679b Model Predictive Discrimination Approach for Classification of Process and Biological Data

Raghuraj K. Rao and Lakshminarayanan Samavedham. Chemical and Biomolecular Engineering, National University of Singapore, 4, Engineering Drive 4, Singapore, 117576, Singapore

Data discrimination into multiple classes is an important application in process systems engineering and systems biology. Fault detection and isolation, Pattern recognition, product characterization based on multiple input features are some of the areas that benefit from discriminant analysis [1,2]. Data classification tools are also extensively used in biological data analysis. Bio-species classification, molecular structure and functional classification, diagnostic studies of diseases and other areas of molecular biology often adopt multivariate statistics (MVS) based discrimination methods[3]. Data classification algorithms, applied in literature, are data specific and have shown varying degrees of performance [4]. As most of these methods are developed and well tested for two-group problems, the classification rates for biological data are affected further due to their multi-class nature. The data classification problem poses further challenges to linear discrimination methods when different classes have overlapping characteristics and cannot be distinguished just based on interclass dissimilarities [3]. Alternatively, linear and nonlinear interactions among the feature vectors can be exploited for distinguishing samples into specific class. Based on this idea a new Model Predictive Discrimination (MPD) method is proposed as an alternative classification approach.

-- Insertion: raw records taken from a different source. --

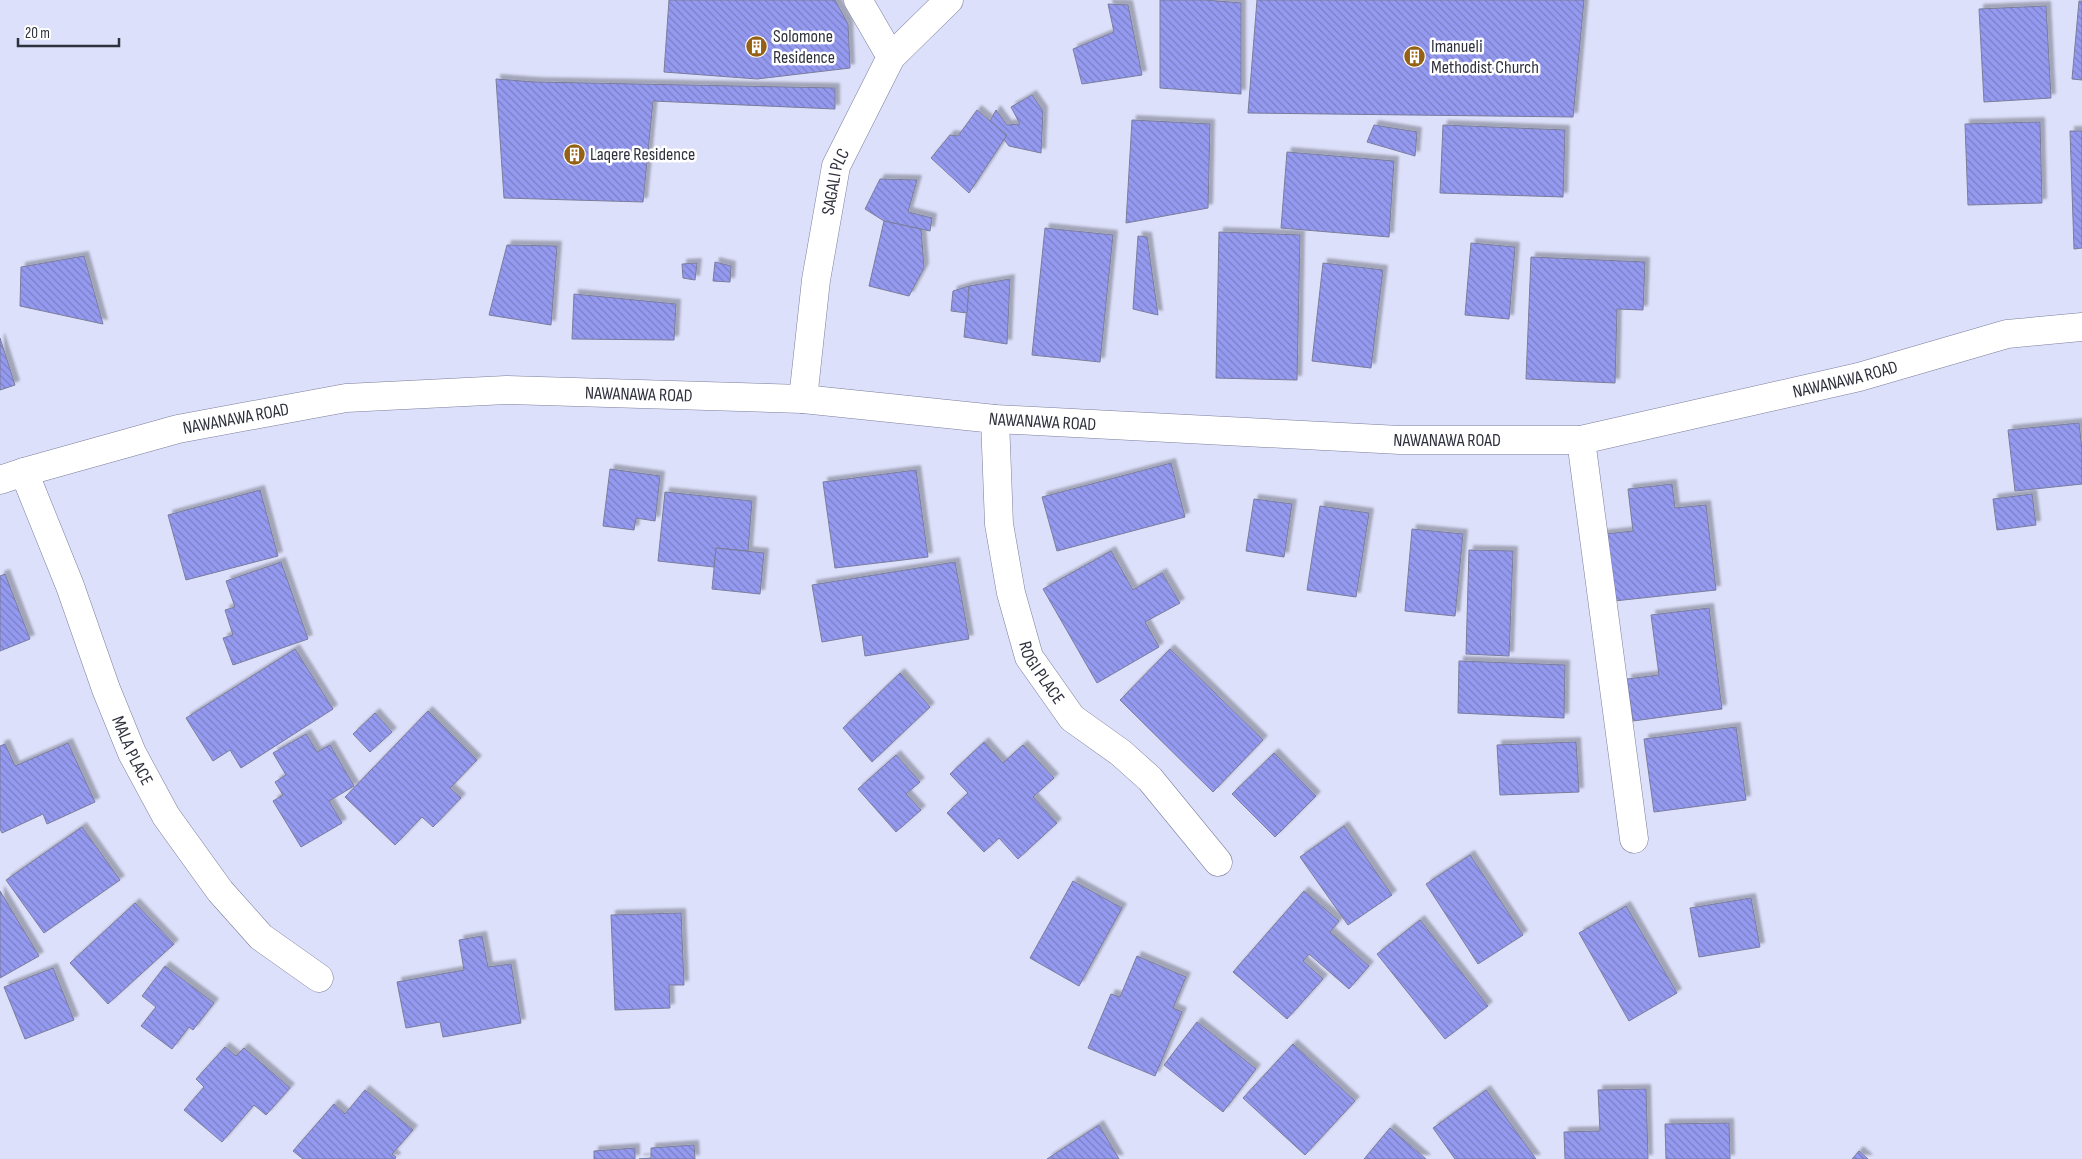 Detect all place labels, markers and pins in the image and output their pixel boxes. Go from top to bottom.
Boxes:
place label: Solomone Residence [773,26,835,68]
building icon: Solomone Residence [745,34,769,58]
place label: Imanueli Methodist Church [1431,36,1539,78]
building icon: Imanueli Methodist Church [1403,44,1427,68]
building icon: Laqere Residence [562,142,586,166]
place label: Laqere Residence [590,144,695,165]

The basic idea adopted in the study is to form a variable predictive model representing the associations between attributes for each class. Each variable is modeled as a function of remaining all the variables or optimally selected subset of variables. The model parameters are estimated using the training data. The variable predictive model structure, designed for a particular class, distinctly characterizes the intra-class attribute relations for that class. It is hypothesized that a given sample observation of all the variables gives the best prediction for the class model which it belongs to. The hypothesis is tested using prediction capabilities defined based on statistical error. The sample to be tested is projected on each class model to re-predict the full set of variables and the prediction accuracy is used as the discriminating criteria.

The new Model Predictive Discrimination (MPD) algorithm for classification problems is validated using illustrative and well studied classification examples from process and biological applications. Experimental and proven literature data sets are utilized as benchmark. The performance of the new method is compared with classical classification algorithms like LDA, QDA, SVM and ANN. MPD method is observed to perform well for all the cases. The results are superior to existing methods especially for data sets with nonlinear variable interactions. The MPD classification method can be successfully extended to many fault detection and diagnosis applications in process and biological systems.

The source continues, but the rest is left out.